PSİKOLOJİK FAKTÖRLER: Zirve döneminin başarısı, fizyolojik faktörlerden çok, psikolojik faktörlere bağlı olabilir. Zirvenin tam etkili olabilmesi için, yüzücünün, giderek daha iyi yüzdüğüne inanması gerekir. İyi antrene olmayan bir sporcu, zirve performansına erişemeyecektir. Önce fiziksel hazırlık, bunu destekleyen psikolojik hazırlıklar başarıyı getirecektir. Bu dönemde yüzücüler, çok fazla yada tam tersi çok az dinlendikleri hissine kapılabilirler. Bu durumda, antrenörlerinden destek ve yol göstericilik bekleyeceklerdir. Bu dönemde, yeterli çalıştıkları, her şeyin yolunda gittiği ve tüm belirtilerin daha iyi yüzmeye doğru gittiğini gösterdiğine inanmaya gereksinimleri vardır. Bunun anlamı zirve çalışmalarının istenilen şekilde gitmediğinde antrenörün yalan söylemesi anlamına gelmemelidir. Böyle durumlarda antrenör çare olarak durumu açıklamalı ve neler yapılması gerektiğini sporcusuna net olarak anlatmalıdır.

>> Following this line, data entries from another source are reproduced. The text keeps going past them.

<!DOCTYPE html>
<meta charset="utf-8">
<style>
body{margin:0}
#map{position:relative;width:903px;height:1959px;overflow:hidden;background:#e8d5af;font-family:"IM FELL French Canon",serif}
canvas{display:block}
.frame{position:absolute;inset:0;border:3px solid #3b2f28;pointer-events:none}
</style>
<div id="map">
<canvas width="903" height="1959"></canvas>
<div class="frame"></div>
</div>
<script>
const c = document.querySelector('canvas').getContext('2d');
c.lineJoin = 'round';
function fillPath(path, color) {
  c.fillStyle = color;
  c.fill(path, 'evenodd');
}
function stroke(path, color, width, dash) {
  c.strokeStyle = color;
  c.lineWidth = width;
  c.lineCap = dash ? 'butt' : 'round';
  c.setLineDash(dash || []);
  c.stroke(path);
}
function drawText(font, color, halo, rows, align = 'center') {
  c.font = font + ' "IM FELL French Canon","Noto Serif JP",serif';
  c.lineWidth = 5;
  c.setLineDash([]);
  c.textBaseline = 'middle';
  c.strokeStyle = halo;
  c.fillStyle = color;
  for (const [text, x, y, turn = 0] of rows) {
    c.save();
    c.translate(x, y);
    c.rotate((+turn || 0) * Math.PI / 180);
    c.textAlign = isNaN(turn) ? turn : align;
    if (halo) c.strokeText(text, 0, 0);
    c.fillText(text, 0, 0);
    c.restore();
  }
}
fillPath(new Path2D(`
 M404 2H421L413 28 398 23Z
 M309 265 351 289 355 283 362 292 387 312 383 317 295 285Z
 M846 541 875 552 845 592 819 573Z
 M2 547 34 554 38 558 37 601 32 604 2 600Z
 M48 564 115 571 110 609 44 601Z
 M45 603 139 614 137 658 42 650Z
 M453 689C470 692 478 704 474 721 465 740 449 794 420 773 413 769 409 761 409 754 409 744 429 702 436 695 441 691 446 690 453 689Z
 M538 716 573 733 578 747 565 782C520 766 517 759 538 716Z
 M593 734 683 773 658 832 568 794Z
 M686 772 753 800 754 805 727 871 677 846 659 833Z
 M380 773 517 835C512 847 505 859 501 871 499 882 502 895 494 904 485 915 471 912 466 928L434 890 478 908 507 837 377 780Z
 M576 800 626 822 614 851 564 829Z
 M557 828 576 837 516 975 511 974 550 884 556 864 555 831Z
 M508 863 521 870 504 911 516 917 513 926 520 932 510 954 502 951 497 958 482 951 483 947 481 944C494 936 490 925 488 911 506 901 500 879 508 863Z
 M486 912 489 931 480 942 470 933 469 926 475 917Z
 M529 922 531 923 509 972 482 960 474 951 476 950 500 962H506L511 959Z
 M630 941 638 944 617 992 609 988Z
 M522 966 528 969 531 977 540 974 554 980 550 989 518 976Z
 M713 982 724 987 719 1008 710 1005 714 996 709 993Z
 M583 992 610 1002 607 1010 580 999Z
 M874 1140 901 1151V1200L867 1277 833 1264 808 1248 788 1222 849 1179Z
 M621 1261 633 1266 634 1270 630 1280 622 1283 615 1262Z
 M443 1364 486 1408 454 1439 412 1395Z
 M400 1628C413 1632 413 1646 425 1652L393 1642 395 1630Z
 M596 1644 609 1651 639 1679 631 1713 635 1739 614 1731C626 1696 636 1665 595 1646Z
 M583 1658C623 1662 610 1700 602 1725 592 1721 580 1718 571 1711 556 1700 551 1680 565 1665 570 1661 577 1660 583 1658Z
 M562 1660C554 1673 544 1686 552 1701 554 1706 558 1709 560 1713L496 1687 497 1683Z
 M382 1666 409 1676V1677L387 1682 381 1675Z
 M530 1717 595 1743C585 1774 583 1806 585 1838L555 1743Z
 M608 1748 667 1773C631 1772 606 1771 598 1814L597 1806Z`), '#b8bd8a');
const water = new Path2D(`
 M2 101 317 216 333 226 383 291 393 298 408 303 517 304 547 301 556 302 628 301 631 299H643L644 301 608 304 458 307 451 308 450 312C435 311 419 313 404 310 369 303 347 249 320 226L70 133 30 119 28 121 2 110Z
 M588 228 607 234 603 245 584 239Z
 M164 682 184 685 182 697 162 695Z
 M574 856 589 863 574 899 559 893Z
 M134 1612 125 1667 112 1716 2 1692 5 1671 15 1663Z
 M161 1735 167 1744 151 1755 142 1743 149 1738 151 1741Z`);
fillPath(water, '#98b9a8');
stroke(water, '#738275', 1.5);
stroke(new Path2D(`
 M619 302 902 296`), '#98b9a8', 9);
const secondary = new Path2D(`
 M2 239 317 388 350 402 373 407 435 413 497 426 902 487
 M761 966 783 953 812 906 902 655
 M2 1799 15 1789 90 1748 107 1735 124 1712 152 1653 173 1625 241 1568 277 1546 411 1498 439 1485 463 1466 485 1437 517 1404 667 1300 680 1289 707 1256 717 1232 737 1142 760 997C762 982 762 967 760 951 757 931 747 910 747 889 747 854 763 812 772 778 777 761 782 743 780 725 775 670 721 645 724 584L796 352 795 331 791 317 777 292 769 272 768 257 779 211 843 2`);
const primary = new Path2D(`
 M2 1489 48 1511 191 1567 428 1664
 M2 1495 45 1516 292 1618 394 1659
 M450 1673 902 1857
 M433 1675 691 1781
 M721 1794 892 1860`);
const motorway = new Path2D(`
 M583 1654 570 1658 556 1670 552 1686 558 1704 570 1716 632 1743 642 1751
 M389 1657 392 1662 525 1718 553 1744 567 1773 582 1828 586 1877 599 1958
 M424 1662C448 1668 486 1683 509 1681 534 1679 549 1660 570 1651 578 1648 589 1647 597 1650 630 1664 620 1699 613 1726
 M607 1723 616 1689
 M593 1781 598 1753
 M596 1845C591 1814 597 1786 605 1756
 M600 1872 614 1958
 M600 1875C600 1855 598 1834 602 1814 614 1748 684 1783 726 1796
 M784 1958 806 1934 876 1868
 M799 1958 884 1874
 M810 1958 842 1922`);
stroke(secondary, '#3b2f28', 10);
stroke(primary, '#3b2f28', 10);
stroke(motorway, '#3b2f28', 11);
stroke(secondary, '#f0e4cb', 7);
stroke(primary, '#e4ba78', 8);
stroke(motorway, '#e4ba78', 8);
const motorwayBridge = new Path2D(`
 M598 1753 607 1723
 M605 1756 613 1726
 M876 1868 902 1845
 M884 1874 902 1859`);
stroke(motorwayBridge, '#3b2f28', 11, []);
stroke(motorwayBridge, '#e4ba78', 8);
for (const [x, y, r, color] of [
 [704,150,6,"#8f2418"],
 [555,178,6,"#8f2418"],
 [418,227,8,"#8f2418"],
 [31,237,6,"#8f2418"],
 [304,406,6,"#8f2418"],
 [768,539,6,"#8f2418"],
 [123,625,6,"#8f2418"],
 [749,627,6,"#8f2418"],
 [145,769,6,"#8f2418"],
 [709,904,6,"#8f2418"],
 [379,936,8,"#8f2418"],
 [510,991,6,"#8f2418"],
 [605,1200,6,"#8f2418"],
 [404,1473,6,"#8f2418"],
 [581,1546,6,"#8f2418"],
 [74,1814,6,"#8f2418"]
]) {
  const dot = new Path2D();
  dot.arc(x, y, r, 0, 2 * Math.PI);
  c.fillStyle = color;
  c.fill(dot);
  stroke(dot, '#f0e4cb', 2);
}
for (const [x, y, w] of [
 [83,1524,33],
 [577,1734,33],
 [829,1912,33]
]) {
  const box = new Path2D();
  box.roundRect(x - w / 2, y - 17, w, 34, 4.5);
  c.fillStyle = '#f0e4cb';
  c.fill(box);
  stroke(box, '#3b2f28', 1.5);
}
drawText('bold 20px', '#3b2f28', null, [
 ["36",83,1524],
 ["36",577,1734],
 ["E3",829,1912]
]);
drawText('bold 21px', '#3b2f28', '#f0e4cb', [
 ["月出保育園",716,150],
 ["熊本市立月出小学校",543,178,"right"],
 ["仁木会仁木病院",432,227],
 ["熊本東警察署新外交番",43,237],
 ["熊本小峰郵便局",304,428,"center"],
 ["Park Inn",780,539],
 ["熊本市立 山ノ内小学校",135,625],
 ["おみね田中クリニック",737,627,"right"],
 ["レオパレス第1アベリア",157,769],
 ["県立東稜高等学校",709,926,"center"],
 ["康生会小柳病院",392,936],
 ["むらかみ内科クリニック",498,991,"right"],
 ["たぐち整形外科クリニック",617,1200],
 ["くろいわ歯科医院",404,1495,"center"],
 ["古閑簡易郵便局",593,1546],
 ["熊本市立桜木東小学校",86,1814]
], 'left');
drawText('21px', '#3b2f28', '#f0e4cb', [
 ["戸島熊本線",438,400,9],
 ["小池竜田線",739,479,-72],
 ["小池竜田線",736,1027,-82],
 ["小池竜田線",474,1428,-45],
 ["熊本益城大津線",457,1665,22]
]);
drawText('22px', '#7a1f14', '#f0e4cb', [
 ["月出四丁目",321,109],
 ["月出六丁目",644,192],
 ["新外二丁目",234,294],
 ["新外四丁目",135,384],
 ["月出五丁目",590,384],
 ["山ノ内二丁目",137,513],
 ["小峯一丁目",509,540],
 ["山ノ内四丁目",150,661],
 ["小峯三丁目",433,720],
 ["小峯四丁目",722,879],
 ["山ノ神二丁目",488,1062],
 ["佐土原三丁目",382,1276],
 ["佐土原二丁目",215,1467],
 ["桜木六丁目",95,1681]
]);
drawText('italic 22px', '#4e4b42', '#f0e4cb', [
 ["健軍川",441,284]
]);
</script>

ZİRVENİN BİREYSELLEŞTİRİLMESİ

Zirve, yılın en önemli bireysel zamanıdır. Yaş, cins, yarışın uzunluğu, daha önceki çalışmaların yoğunluğu, zorlu bir çalışmadan sonraki bireysel toparlanma yeteneği gibi birçok faktör, önemli bir performans için gereken çalışma ve dinlenme dengesini etkilemektedir.
1. Yaşlı yüzücüler, toparlanma için daha fazla zamana gereksinim duyar.
2. Bayanlar, erkeklere oranla daha kısa zamanda toparlanıyor görünmektedir.
3. Mesafeciler kapsamı geniş geniş antrenmanlar yapmalıdırlar
4. Sprintler, zirve dönemi uzarken çalışma kapsamını azaltırlar.
5. Yılda 10-11 ay çalışanlar, az çalışanlara oranla çabuk toparlanır.

Kısacası ZİRVE dönemi:

1.AEROBİK kapasiteyi kaybetmeden çalışma yoğunluğunun ne kadar azaltılacağını bilmeyi;
2.ANAEROBİK kapasitenin kurulması ve uygulanmasının gerektirdiği ilişkileri bilmektir.

ZİRVEDE BAY-BAYAN FARKI
Araştırmalar, erkek sporcuların daha uzun zirveye, çalışma yoğunluğu ve metrajının kızlara oranla daha fazla azaltılmaya gereksinimleri olduğunu ortaya koymaktadır. Millard (1985), aynı yoğunlukta çalışma yapan sporculardan, erkeklerde, kızlara oranla daha yüksek kreatin fosfokinaz düzeyleri saptamıştır. Bunun anlamı, antrenmanların erkeklerde daha fazla kas hasarına yol açtığıdır. Buna göre, bayanlarda daha az kas hasarı olduğundan, daha kısa toparlanma gereksinmeleri olacağı anlamı çıkmaktadır.